(Problem to solve): Give the number of lines in these entries that contain the string "each", with no further comment.

(Data for review):

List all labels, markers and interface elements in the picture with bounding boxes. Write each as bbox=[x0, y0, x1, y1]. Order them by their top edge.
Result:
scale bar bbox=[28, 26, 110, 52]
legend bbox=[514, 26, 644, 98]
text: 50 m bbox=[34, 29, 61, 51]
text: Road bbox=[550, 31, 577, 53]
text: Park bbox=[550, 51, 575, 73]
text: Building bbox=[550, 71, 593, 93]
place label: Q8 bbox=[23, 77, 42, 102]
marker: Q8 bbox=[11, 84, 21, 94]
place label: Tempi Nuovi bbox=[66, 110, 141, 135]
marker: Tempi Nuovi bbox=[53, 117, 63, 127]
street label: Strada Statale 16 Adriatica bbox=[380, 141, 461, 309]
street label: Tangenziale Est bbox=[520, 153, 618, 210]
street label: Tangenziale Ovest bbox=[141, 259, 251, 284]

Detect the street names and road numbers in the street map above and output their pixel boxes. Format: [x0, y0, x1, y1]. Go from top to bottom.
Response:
--
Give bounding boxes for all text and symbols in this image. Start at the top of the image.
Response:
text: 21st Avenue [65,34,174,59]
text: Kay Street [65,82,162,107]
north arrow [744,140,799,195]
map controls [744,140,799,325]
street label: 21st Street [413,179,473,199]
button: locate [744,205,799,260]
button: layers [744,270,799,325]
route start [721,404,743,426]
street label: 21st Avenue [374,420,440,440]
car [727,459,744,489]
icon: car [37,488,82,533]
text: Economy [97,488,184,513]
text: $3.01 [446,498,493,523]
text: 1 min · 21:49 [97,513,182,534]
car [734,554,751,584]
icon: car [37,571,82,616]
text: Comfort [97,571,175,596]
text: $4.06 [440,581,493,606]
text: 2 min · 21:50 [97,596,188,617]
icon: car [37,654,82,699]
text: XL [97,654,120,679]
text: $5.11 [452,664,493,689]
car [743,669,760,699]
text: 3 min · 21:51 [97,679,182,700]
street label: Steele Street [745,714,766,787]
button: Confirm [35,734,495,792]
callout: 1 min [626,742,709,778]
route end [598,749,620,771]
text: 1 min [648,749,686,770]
* * *
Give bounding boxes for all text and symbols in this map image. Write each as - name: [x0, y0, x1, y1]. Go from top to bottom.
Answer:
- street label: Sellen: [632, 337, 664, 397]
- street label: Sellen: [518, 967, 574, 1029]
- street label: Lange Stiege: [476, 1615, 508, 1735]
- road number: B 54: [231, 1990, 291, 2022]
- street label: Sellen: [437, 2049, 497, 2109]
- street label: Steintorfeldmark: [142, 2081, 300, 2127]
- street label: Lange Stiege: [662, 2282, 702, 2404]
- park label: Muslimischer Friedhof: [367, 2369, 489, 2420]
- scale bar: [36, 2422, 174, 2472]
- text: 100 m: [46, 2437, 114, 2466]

(Response to this task): 2